Effects of activated T cells on epidermal damaging, HaCaT cell apoptosis, E-cad degradation and expression of ICAM-1 and NT-4 in skin equivalents. Frozen sections of skin equivalents containing activated T cells (SE-AT) were stained with hematoxylin/eosin (H&E), subjected to TUNEL and immunostained with antibodies against E-cad, ICAM-1 and NT-4. Skin equivalents containing non-activated T cells served as control. Scale bar: 100 μm
Effects of dexamethasone and FK506 on the integrity of the epidermal barrier
The appearance of spongiosis, which means the loss of cell–cell interactions in the epidermis, was correlated with their TEER. Thereby differences in the integrity of the epidermal barrier can be quantified leading to improved determination of effects of therapeutics. Epidermis equivalents were cocultured for 3 days with activated CD45RO+ T cells (EE-AT). We demonstrated that T-cell-induced spongiosis results in decreased electric resistance across the epidermis (Fig. 2). The protective effects of therapeutics on epidermal barrier damaging were investigated by applying them in different concentrations to EE-ATs topically and in the medium, respectively. Dexamethasone and FK506 significantly prevent the loss of cell–cell interactions in the epidermis. The effects were dose-dependent with effective concentrations in the 1–10 μM range.

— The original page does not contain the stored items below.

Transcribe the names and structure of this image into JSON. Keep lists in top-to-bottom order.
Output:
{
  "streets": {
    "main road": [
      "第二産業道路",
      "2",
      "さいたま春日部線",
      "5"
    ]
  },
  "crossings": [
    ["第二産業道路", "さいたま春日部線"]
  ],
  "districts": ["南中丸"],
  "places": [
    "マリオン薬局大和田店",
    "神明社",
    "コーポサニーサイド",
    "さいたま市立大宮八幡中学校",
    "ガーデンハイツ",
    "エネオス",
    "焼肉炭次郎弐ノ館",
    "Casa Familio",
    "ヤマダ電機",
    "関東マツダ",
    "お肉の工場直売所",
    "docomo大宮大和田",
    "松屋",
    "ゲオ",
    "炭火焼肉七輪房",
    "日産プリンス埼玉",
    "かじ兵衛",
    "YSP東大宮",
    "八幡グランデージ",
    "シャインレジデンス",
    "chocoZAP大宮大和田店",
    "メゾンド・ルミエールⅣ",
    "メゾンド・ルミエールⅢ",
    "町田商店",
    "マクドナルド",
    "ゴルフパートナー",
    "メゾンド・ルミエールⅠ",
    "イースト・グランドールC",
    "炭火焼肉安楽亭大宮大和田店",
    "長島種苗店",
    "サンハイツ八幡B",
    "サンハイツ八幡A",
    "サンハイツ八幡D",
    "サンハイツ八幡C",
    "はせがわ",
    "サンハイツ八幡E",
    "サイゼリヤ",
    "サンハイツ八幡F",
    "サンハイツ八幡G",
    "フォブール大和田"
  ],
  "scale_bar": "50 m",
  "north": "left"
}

Effects of dexamethasone and tacrolimus on trans epithelial electrical resistance (TEER) of epidermis equivalents. Epidermis equivalents were cocultured with activated T cells (EE-AT) and let untreated or supplemented with different concentrations of dexamethasone or tacrolimus ranging from 0.01 mmol/l to 10.0 mmol/l, respectively. TEER measurements were performed after 3 days. Results were expressed in percent related to the electric resistance of control epidermis equivalents cultured with non-activated T cells (61.3 Ω) and shown as mean ± SD (n=3). *P<0.05 compared to untreated EE-AT. **P<0.01 compared to untreated EE-AT. ***P<0.001 compared to control EE
Dexamethasone and FK506 reduce T-cell-induced cytokine production in skin equivalents
The capacity of activated T cells to induce production and release of cytokines in SEs was investigated. In order to distinguish the location of cytokine production within the skin model, fibroblasts/collagen layers containing activated T cells were used in addition to SE-AT. Because activated T cells themselves produce cytokines, the cytokine release of single collagen layers containing activated T cells was also measured. SEs with non-activated T cells served as control in order to detect basic levels of secreted cytokines. Supernatants were collected at several time points and tested for cytokine content by ELISA (IL-1α, IL-6, IL-8, IP-10, TARC, MCP-1, RANTES and eotaxin). The cytokine values at 96 h were summarized in Table 1 and Fig. 3. The controls secreted only IL-1α, IL-6, IL-8, MCP-1, TARC and eotaxin in significant levels. In SE-AT, activated T cells were able to strongly increase the release of these cytokines and induce further the secretion of IP-10, MCP-1, TARC, and RANTES in a time-dependent manner. The secretion of all cytokines increased continually until the latest time point measured (96 h). The most abundant cytokines released by SE-AT were IL-6 (999.4 ±65.8 ng/ml) and MCP-1 (1008.2 ±89.3 ng/ml). IL-8 (47.7 ±9.9 ng/ml), IP-10 (8.8 ± 0.7 ng/ml) and RANTES (49.3 ±2.0 ng/ml) were released in moderate, and IL-1α (0.23 ±0.03 ng/ml), TARC (0.10 ±0.01 ng/ml) and eotaxin (0.18 ±0.01 ng/ml) in very limited but significant amounts.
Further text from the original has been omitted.